Stored items:
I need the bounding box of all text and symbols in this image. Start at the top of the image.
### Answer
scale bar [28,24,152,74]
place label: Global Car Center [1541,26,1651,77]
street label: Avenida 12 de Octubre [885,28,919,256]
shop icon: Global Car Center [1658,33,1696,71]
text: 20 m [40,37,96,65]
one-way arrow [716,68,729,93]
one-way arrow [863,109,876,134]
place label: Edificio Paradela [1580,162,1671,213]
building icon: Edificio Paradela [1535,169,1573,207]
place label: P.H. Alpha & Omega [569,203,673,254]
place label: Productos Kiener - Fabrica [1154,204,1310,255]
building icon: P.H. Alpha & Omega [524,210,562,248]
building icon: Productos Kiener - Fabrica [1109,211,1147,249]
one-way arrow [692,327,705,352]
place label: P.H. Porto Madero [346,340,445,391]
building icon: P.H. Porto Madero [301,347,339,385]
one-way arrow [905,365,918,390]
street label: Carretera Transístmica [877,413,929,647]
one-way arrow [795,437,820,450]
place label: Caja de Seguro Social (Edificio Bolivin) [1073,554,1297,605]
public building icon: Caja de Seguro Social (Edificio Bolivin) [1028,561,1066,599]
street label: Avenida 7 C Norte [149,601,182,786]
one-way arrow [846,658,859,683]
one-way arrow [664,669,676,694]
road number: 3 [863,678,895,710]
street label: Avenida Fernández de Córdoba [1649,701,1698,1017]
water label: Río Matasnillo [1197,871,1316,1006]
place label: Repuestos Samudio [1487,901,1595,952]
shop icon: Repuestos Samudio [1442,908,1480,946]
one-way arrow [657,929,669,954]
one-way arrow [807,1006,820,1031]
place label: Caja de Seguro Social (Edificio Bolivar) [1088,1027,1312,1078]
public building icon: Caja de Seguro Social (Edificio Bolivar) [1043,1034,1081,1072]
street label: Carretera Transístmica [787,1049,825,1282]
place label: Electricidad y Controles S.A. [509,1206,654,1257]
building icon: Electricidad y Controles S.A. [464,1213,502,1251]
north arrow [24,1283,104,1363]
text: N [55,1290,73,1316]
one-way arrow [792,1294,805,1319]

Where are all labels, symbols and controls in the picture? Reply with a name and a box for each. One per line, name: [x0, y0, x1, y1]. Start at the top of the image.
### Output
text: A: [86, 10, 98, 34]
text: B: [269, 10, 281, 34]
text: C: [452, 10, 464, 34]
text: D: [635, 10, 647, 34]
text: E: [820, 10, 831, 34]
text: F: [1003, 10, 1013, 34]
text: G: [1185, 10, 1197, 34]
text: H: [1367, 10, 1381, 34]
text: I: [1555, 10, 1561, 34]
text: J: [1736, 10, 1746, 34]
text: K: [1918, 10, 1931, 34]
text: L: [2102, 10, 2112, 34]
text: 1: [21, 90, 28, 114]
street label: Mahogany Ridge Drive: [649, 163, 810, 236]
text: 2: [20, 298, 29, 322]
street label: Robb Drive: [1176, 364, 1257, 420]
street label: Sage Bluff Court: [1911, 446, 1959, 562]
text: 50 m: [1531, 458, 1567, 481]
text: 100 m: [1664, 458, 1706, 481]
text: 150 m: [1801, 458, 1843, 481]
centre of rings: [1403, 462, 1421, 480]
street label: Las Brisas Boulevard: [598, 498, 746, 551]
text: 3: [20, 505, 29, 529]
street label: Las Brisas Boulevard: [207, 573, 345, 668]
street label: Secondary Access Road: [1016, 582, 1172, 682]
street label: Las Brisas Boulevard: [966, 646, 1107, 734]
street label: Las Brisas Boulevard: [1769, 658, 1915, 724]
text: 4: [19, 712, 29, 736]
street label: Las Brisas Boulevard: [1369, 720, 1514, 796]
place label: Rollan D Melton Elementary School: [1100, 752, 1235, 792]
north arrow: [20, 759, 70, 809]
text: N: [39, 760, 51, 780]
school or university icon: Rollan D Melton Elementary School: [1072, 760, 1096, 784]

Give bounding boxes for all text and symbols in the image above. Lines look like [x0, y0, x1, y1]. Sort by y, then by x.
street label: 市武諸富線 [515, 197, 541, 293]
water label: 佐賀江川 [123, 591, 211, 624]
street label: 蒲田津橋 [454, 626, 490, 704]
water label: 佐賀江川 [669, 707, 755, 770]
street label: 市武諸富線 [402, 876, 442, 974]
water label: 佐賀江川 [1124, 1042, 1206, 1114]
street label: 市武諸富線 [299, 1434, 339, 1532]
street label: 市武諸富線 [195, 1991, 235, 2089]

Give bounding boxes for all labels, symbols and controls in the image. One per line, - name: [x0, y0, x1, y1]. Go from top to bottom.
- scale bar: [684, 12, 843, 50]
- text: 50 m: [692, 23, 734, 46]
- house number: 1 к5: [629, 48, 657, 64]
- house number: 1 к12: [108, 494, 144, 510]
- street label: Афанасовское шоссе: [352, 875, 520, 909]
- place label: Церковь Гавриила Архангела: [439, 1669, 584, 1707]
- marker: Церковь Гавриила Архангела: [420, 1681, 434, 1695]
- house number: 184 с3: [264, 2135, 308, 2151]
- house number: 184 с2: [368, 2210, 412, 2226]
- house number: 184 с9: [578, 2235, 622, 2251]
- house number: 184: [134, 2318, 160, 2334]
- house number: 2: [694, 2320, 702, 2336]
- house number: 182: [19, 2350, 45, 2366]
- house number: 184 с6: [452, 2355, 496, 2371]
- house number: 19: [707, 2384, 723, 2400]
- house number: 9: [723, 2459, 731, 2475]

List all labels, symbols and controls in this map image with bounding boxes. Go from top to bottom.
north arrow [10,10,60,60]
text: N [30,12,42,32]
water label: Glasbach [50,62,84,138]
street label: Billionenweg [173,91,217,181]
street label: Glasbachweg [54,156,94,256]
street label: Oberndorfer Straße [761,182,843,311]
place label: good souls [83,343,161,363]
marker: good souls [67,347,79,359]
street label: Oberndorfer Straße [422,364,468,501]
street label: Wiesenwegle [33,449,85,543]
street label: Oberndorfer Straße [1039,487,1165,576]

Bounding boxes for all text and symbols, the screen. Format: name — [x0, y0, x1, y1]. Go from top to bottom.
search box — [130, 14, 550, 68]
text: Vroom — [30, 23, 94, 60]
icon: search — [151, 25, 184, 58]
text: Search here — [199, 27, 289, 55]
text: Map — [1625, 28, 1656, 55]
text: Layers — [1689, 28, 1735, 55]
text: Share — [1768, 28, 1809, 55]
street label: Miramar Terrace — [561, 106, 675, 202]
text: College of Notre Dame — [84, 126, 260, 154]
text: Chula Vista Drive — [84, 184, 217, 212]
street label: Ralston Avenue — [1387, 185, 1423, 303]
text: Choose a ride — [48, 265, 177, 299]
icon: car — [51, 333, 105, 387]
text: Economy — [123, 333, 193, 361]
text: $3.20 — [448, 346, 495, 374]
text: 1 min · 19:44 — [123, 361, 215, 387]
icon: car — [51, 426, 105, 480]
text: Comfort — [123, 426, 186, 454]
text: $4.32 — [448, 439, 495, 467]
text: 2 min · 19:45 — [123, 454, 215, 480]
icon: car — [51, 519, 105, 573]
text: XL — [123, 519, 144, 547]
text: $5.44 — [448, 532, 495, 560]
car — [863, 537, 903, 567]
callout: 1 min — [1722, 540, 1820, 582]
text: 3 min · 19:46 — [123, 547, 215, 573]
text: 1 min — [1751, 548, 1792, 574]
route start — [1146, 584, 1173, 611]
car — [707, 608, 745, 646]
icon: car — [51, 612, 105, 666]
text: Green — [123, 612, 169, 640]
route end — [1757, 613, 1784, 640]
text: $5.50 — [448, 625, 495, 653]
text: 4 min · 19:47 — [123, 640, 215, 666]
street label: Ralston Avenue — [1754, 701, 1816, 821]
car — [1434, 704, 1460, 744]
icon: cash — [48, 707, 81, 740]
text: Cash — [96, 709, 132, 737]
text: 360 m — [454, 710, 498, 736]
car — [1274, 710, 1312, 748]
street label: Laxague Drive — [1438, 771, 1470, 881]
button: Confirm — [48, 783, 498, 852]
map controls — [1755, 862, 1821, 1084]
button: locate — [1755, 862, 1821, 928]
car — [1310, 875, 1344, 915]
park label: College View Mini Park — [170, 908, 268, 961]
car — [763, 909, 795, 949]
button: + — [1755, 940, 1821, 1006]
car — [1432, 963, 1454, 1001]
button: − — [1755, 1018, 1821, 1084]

Prompt: Each line of the data that holds "佐賀江川" should be copied.

Completed exercise:
water label: 佐賀江川 [123, 591, 211, 624]
water label: 佐賀江川 [669, 707, 755, 770]
water label: 佐賀江川 [1124, 1042, 1206, 1114]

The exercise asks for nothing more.